* _INPUT DATA_
----

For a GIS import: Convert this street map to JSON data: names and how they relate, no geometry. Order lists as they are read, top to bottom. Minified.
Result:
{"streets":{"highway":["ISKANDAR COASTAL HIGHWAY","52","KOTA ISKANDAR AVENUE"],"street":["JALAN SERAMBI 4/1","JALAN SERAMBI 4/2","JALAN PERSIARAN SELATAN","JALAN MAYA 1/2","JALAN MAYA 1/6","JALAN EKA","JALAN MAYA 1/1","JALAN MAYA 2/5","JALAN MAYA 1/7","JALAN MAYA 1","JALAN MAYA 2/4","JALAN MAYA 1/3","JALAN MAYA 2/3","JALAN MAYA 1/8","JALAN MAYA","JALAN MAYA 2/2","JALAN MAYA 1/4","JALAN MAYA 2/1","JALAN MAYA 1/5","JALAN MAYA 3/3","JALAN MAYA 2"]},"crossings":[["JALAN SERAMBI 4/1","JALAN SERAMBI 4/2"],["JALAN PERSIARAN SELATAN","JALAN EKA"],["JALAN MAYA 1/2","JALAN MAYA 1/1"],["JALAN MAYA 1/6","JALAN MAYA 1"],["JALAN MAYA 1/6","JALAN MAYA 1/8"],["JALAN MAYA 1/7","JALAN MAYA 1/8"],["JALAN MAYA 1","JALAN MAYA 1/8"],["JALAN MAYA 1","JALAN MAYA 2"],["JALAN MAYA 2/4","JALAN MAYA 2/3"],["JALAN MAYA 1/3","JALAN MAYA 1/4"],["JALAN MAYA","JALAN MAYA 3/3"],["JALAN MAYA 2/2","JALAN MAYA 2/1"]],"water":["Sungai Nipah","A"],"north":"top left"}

----

* _WHAT YOU WILL DO_
Would you please copy the material above exactly, with nothing left out?

* _EXPECTED OUTPUT_
For a GIS import: Convert this street map to JSON data: names and how they relate, no geometry. Order lists as they are read, top to bottom. Minified.
Result:
{"streets":{"highway":["ISKANDAR COASTAL HIGHWAY","52","KOTA ISKANDAR AVENUE"],"street":["JALAN SERAMBI 4/1","JALAN SERAMBI 4/2","JALAN PERSIARAN SELATAN","JALAN MAYA 1/2","JALAN MAYA 1/6","JALAN EKA","JALAN MAYA 1/1","JALAN MAYA 2/5","JALAN MAYA 1/7","JALAN MAYA 1","JALAN MAYA 2/4","JALAN MAYA 1/3","JALAN MAYA 2/3","JALAN MAYA 1/8","JALAN MAYA","JALAN MAYA 2/2","JALAN MAYA 1/4","JALAN MAYA 2/1","JALAN MAYA 1/5","JALAN MAYA 3/3","JALAN MAYA 2"]},"crossings":[["JALAN SERAMBI 4/1","JALAN SERAMBI 4/2"],["JALAN PERSIARAN SELATAN","JALAN EKA"],["JALAN MAYA 1/2","JALAN MAYA 1/1"],["JALAN MAYA 1/6","JALAN MAYA 1"],["JALAN MAYA 1/6","JALAN MAYA 1/8"],["JALAN MAYA 1/7","JALAN MAYA 1/8"],["JALAN MAYA 1","JALAN MAYA 1/8"],["JALAN MAYA 1","JALAN MAYA 2"],["JALAN MAYA 2/4","JALAN MAYA 2/3"],["JALAN MAYA 1/3","JALAN MAYA 1/4"],["JALAN MAYA","JALAN MAYA 3/3"],["JALAN MAYA 2/2","JALAN MAYA 2/1"]],"water":["Sungai Nipah","A"],"north":"top left"}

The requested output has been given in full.